Dengan hati yang teguh, dia melangkah ke dalam paviliun, dan di sana, duduk seorang pria yang sudah menunggunya. Kim Mingyu, dengan sosoknya yang tinggi dan gagah, duduk dengan tenang di kursi kayu, wajahnya terlihat tenang namun matanya menunjukkan ketajaman yang bisa menembus jiwa siapa pun yang menatapnya. Dia mengenakan jubah hitam yang membuatnya tampak semakin menakutkan, seolah-olah malam itu adalah miliknya.

"Jeon Wonwoo," suara Mingyu terdengar dalam dan tenang, namun ada kekuatan yang tidak bisa disangkal di balik setiap kata yang diucapkannya. "Akhirnya kita bertemu. Aku telah mendengar banyak tentangmu."

Wonwoo menundukkan sedikit kepalanya sebagai tanda hormat, meskipun dia tahu bahwa ini bukanlah pertemuan antara sekutu. "Kim Mingyu, kehormatan ini adalah milikku. Aku juga telah mendengar banyak tentangmu."

Mingyu memandang Wonwoo dengan mata yang tajam, seolah-olah dia mencoba membaca pikiran wanita muda di depannya. "Kau datang ke sini sendirian, tanpa pengawal, tanpa perlindungan. Apakah itu artinya kau mempercayaiku, atau kau begitu percaya pada kekuatanmu sendiri?"
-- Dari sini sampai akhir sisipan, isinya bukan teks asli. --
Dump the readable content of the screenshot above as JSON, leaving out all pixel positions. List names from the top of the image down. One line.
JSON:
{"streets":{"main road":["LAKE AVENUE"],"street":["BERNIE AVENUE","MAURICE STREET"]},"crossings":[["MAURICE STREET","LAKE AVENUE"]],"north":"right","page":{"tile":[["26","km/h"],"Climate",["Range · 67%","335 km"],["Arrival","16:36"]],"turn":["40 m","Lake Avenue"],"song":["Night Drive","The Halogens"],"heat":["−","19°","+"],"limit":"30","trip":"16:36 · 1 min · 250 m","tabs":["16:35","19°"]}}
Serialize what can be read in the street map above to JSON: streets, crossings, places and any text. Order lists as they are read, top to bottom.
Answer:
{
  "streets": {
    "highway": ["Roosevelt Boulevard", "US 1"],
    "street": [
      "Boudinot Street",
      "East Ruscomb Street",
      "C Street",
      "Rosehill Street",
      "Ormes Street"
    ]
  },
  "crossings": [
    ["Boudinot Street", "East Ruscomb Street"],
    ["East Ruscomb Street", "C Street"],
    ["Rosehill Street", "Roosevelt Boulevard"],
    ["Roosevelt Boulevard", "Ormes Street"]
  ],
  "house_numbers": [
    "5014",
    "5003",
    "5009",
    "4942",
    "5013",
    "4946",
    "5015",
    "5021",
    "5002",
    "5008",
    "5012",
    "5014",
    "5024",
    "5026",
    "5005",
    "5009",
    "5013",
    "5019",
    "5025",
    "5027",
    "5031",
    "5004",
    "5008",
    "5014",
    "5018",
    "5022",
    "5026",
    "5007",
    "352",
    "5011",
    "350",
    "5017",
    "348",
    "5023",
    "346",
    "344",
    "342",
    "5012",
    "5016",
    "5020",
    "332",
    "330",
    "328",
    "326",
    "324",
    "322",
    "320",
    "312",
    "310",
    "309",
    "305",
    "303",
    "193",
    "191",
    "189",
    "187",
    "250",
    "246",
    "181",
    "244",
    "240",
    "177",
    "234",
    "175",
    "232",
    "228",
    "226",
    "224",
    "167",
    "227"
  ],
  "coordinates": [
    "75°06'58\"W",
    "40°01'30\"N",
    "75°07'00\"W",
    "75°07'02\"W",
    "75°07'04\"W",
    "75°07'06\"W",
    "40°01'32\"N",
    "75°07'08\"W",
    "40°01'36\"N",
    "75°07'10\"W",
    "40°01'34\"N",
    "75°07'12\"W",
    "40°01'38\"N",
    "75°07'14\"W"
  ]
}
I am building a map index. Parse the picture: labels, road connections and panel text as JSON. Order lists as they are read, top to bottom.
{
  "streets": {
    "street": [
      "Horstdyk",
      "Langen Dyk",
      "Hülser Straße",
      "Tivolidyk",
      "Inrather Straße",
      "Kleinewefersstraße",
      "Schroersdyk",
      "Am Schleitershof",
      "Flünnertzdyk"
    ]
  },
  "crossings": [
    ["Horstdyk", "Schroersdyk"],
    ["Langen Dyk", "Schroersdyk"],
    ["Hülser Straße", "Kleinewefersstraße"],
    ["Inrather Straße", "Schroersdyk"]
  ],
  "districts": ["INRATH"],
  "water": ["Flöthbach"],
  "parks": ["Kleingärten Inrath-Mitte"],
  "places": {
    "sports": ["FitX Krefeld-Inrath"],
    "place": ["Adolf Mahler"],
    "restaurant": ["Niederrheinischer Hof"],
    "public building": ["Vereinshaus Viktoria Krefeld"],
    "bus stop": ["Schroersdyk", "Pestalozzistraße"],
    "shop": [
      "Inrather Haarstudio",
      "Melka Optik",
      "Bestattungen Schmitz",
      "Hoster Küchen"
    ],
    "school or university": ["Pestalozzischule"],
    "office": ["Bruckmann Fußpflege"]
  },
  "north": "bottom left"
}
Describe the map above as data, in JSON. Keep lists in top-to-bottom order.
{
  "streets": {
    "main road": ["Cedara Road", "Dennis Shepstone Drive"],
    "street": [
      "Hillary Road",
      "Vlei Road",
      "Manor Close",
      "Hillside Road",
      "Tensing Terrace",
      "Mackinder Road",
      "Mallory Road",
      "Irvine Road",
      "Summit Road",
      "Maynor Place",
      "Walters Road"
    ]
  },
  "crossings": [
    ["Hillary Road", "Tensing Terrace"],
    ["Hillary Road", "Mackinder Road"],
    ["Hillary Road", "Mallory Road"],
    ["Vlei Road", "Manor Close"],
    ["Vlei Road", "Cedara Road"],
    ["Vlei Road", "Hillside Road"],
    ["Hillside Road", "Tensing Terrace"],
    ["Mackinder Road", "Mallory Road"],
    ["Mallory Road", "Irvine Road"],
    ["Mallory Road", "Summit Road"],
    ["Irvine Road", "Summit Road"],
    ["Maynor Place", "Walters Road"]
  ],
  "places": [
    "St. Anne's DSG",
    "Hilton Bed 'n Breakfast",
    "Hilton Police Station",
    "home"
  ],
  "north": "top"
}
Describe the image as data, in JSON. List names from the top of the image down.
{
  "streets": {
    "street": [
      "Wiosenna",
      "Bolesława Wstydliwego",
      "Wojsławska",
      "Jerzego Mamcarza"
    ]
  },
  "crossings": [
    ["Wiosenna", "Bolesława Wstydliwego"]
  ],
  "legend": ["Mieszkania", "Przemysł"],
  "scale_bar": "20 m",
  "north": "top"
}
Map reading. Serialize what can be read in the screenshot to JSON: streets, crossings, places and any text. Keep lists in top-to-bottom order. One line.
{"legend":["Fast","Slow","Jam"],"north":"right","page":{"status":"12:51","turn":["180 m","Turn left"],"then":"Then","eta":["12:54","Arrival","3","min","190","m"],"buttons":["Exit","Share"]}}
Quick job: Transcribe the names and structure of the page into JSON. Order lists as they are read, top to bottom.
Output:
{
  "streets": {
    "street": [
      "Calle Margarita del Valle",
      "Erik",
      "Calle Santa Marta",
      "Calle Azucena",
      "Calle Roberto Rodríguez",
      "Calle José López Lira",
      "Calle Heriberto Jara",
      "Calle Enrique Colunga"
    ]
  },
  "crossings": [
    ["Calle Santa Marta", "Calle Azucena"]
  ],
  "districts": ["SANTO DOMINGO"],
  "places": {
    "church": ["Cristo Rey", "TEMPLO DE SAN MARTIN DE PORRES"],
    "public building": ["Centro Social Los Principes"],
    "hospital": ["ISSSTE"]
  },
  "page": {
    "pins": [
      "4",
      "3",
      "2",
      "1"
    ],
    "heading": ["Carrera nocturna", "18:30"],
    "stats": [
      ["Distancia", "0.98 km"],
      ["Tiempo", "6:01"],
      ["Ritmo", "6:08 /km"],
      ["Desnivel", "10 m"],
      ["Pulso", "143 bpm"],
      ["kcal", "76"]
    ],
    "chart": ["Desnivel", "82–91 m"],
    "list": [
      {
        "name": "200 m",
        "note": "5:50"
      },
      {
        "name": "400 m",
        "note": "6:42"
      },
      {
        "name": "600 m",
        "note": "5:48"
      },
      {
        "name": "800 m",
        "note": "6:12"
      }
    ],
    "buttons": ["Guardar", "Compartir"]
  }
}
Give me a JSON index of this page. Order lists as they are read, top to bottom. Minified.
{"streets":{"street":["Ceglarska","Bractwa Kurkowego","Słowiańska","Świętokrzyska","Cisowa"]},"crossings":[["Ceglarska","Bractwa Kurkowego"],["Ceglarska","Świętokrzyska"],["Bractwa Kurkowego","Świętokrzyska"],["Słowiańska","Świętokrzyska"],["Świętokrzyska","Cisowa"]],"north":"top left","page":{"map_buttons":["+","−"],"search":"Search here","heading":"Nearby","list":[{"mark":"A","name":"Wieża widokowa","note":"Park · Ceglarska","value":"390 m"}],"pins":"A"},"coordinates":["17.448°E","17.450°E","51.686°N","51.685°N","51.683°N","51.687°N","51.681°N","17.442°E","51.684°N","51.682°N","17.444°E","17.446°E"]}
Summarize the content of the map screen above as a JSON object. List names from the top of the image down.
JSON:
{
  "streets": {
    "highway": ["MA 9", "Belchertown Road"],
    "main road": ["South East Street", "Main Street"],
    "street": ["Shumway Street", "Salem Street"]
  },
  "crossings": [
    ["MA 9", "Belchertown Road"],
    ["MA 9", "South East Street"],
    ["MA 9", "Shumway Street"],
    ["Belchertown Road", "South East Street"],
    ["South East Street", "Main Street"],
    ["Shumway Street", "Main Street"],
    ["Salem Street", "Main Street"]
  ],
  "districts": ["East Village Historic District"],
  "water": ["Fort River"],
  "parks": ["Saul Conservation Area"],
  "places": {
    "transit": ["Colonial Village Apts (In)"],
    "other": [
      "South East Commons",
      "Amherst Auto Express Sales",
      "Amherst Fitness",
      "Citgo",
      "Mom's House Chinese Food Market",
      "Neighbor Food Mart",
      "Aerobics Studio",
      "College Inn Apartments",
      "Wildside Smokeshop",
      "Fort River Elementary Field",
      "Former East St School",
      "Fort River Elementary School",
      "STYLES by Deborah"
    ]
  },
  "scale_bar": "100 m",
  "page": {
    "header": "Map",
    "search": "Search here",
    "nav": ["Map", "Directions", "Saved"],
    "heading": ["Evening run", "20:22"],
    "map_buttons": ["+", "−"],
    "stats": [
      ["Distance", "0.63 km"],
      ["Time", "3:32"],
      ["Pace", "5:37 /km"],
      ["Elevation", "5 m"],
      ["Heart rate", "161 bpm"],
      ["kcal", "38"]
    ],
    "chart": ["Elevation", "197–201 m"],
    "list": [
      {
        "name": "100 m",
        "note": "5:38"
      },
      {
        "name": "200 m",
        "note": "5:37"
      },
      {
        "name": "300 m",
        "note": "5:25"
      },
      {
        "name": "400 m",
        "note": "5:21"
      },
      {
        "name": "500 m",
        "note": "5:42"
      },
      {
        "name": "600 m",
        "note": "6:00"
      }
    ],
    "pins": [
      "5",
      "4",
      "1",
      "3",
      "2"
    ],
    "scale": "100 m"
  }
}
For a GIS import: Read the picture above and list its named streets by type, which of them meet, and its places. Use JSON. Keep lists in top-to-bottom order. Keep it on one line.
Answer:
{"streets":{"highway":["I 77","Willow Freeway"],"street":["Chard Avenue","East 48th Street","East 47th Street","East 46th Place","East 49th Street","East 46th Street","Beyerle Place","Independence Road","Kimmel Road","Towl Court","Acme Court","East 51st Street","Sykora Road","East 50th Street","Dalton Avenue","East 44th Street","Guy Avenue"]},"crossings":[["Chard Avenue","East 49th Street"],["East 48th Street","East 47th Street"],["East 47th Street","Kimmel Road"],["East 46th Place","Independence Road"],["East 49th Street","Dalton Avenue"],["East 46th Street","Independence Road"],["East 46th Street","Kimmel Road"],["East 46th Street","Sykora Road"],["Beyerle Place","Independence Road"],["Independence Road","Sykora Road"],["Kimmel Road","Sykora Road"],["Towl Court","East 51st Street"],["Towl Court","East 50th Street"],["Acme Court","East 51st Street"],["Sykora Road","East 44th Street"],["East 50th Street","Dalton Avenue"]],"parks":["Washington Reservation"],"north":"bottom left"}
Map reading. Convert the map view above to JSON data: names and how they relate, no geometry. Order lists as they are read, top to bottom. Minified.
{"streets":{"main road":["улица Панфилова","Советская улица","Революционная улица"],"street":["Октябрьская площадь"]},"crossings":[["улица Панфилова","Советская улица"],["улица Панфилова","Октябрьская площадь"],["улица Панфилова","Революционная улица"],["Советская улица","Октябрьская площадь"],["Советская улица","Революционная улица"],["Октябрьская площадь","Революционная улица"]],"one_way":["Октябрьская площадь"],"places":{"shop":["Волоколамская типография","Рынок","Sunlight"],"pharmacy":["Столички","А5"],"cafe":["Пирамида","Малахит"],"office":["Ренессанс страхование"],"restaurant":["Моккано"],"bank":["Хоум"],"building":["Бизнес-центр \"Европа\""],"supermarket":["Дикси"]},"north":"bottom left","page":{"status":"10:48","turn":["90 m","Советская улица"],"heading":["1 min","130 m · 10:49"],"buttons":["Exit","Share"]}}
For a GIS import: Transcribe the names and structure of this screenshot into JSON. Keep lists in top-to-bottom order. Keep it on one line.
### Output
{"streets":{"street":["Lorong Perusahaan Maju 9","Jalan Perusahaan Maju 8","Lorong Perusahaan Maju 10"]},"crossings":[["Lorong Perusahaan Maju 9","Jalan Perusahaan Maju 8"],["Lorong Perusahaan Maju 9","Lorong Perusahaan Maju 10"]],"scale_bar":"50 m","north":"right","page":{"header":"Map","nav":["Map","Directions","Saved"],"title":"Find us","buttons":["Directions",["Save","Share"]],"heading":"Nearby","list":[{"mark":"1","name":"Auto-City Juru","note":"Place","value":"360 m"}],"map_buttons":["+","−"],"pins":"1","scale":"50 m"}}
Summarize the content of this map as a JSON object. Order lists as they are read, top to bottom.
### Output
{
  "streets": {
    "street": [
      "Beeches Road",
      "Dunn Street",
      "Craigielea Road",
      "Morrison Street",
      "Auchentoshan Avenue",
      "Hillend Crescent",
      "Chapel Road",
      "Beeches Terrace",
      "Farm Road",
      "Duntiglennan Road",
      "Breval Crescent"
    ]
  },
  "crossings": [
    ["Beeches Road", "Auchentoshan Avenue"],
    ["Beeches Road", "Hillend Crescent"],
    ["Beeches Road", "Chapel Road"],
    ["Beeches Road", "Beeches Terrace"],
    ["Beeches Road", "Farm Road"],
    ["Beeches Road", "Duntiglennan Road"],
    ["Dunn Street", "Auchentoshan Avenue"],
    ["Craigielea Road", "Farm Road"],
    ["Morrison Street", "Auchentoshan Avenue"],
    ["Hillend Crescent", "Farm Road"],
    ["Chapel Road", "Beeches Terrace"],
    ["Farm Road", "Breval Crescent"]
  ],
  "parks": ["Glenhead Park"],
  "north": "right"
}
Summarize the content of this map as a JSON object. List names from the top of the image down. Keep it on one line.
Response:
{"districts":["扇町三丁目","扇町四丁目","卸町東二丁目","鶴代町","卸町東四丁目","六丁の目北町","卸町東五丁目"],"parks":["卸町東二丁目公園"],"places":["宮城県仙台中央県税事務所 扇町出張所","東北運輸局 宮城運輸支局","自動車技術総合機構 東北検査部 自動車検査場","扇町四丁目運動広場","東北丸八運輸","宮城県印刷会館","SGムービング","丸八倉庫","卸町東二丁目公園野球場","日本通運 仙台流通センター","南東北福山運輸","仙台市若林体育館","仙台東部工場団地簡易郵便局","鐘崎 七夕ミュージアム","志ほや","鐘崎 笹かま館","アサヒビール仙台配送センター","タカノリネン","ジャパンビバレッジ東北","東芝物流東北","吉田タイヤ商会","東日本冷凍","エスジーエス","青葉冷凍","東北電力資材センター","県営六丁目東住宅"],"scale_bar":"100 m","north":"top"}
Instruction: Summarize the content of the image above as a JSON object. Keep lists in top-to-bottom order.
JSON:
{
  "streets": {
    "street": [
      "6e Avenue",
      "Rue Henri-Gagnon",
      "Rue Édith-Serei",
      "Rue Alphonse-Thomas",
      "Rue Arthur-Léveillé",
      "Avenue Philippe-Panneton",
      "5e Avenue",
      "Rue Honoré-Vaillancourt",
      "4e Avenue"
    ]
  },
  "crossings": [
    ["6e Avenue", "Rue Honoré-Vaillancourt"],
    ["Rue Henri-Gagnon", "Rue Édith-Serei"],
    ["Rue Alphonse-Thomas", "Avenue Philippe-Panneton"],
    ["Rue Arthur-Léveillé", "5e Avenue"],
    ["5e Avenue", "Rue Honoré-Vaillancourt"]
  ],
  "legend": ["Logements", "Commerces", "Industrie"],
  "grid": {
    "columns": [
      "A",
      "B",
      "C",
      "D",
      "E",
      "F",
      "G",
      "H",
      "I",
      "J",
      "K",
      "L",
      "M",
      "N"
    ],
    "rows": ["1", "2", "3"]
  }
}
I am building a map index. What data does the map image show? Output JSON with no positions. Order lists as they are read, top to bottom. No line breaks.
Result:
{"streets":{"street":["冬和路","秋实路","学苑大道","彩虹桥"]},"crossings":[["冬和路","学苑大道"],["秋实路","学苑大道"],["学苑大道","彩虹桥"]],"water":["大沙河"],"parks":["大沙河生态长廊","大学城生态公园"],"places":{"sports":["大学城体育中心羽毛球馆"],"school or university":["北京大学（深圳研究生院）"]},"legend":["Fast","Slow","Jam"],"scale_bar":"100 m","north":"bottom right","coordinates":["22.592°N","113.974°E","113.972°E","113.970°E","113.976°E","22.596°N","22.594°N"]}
Wonwoo menatap langsung ke mata Mingyu, tidak gentar sedikit pun. "Aku percaya pada bulan yang selalu memanduku, dan pada kekuatan yang telah diberikan kepadaku. Tapi lebih dari itu, aku percaya bahwa kita bisa mencapai kesepakatan yang menguntungkan bagi kita berdua."

Mingyu tersenyum tipis, senyum yang tidak mencapai matanya. "Kau sangat percaya diri, Wonwoo. Tapi ingatlah, aku bukan seseorang yang bisa dengan mudah dipengaruhi."

Wonwoo mengangguk pelan. "Aku tahu itu. Tapi aku juga tahu bahwa tidak ada kekuatan yang abadi, tidak ada yang tidak bisa ditaklukkan. Bahkan seorang seperti Kim Mingyu memiliki kelemahannya."

Mingyu memiringkan kepalanya sedikit, tertarik dengan keberanian yang ditunjukkan Wonwoo. "Kelemahan? Kau berani berbicara tentang kelemahan di hadapanku? Kau benar-benar berbeda dari yang lain, Wonwoo. Kebanyakan orang akan bergetar ketakutan di hadapanku."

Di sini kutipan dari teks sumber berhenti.